# **Running Pyspark in Colab**

To run spark in Colab, we need to first install all the dependencies in Colab environment i.e. Apache Spark 2.4.5 with hadoop 2.7, Java 8 and Findspark to locate the spark in the system. The tools installation can be carried out inside the Jupyter Notebook of the Colab. One important note is that if you are new in Spark, it is better to avoid Spark 2.4.0 version since some people have already complained about its compatibility issue with python. 
Follow the steps to install the dependencies:

In [0]:
!apt-get install openjdk-8-jdk-headless -qq > /dev/null
!wget -q https://downloads.apache.org/spark/spark-2.4.5/spark-2.4.5-bin-hadoop2.7.tgz
!tar xf spark-2.4.5-bin-hadoop2.7.tgz
!pip install -q findspark

Now that you installed Spark and Java in Colab, it is time to set the environment path which enables you to run Pyspark in your Colab environment. Set the location of Java and Spark by running the following code:

In [0]:
import os
os.environ["JAVA_HOME"] = "/usr/lib/jvm/java-8-openjdk-amd64"
os.environ["SPARK_HOME"] = "/content/spark-2.4.5-bin-hadoop2.7"

Run a local spark session to test your installation
At the first line, [*] means for all, as many threads as there are in your machine. Local keyword is used to run spark locally. There are different parameters that can be used with it . More info in https://stackoverflow.com/questions/32356143/what-does-setmaster-local-mean-in-spark



In [0]:
import findspark
findspark.init()
from pyspark.sql import SparkSession
spark = SparkSession.builder.master("local[*]").getOrCreate()

In [44]:
!ls

characters.csv	spark-2.4.5-bin-hadoop2.7      spark-warehouse
sample_data	spark-2.4.5-bin-hadoop2.7.tgz


the code below is the old way of creating SparkSession. Both ways are still valid

If you don't run PySpark through the interactive shell but rather as a Python script. You will need some additional code at the top of your script.

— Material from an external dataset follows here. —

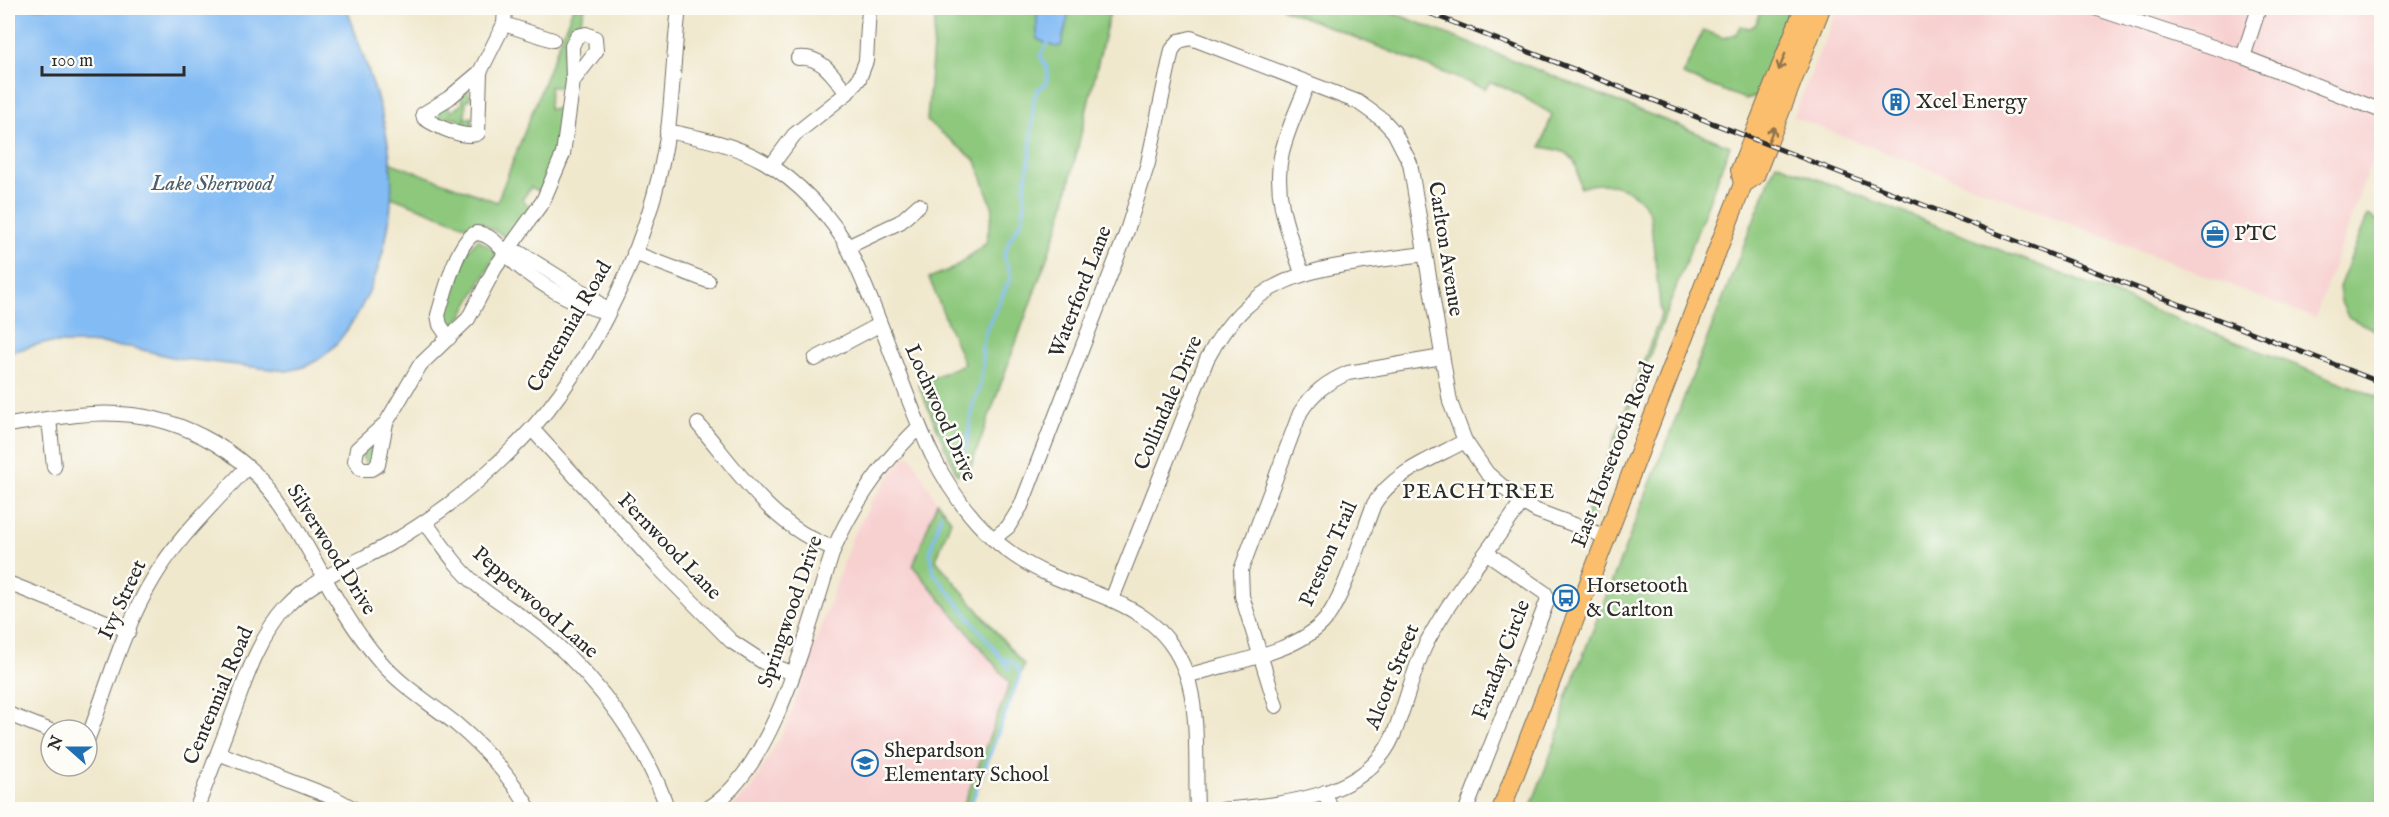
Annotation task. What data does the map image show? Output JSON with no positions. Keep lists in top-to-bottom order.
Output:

The first thing you must do is create a SparkContext() object. This tells Spark how to access a cluster. SparkConf() is where you can set the configuration for your Spark application.

Note: You can only have **ONE** SparkContext running at once.

In [0]:
#from pyspark import SparkContext, SparkConf
#from pyspark.sql import SQLContext
#conf = SparkConf().setAppName('Spark DL Tabular Pipeline').setMaster('local[*]')
#sc = SparkContext(conf=conf)
#sql_context = SQLContext(sc)

Upload a sample dataset. We will use a small dataset in the below link


In [6]:
from google.colab import files
files.upload()

Saving characters.csv to characters.csv


{'characters.csv': b'name,height,mass,hair_color,skin_color,eye_color,birth_year,gender,homeworld,species\nLuke Skywalker,172,77,blond,fair,blue,19BBY,male,Tatooine,Human\nC-3PO,167,75,NA,gold,yellow,112BBY,NA,Tatooine,Droid\nR2-D2,96,32,NA,"white, blue",red,33BBY,NA,Naboo,Droid\nDarth Vader,202,136,none,white,yellow,41.9BBY,male,Tatooine,Human\nLeia Organa,150,49,brown,light,brown,19BBY,female,Alderaan,Human\nOwen Lars,178,120,"brown, grey",light,blue,52BBY,male,Tatooine,Human\nBeru Whitesun lars,165,75,brown,light,blue,47BBY,female,Tatooine,Human\nR5-D4,97,32,NA,"white, red",red,NA,NA,Tatooine,Droid\nBiggs Darklighter,183,84,black,light,brown,24BBY,male,Tatooine,Human\nObi-Wan Kenobi,182,77,"auburn, white",fair,blue-gray,57BBY,male,Stewjon,Human\nAnakin Skywalker,188,84,blond,fair,blue,41.9BBY,male,Tatooine,Human\nWilhuff Tarkin,180,NA,"auburn, grey",fair,blue,64BBY,male,Eriadu,Human\nChewbacca,228,112,brown,NA,blue,200BBY,male,Kashyyyk,Wookiee\nHan Solo,180,80,brown,fair,brown,29BBY

check on the file 

In [7]:
!ls
!pwd

characters.csv	spark-2.4.5-bin-hadoop2.7
sample_data	spark-2.4.5-bin-hadoop2.7.tgz
/content


Congrats! Your Colab is ready to run Pyspark.

# Introduction to pyspark

Now that we have uploaded the dataset, we can start analyzing. 


In [0]:
df = spark.read.csv('characters.csv',inferSchema=True, header =True)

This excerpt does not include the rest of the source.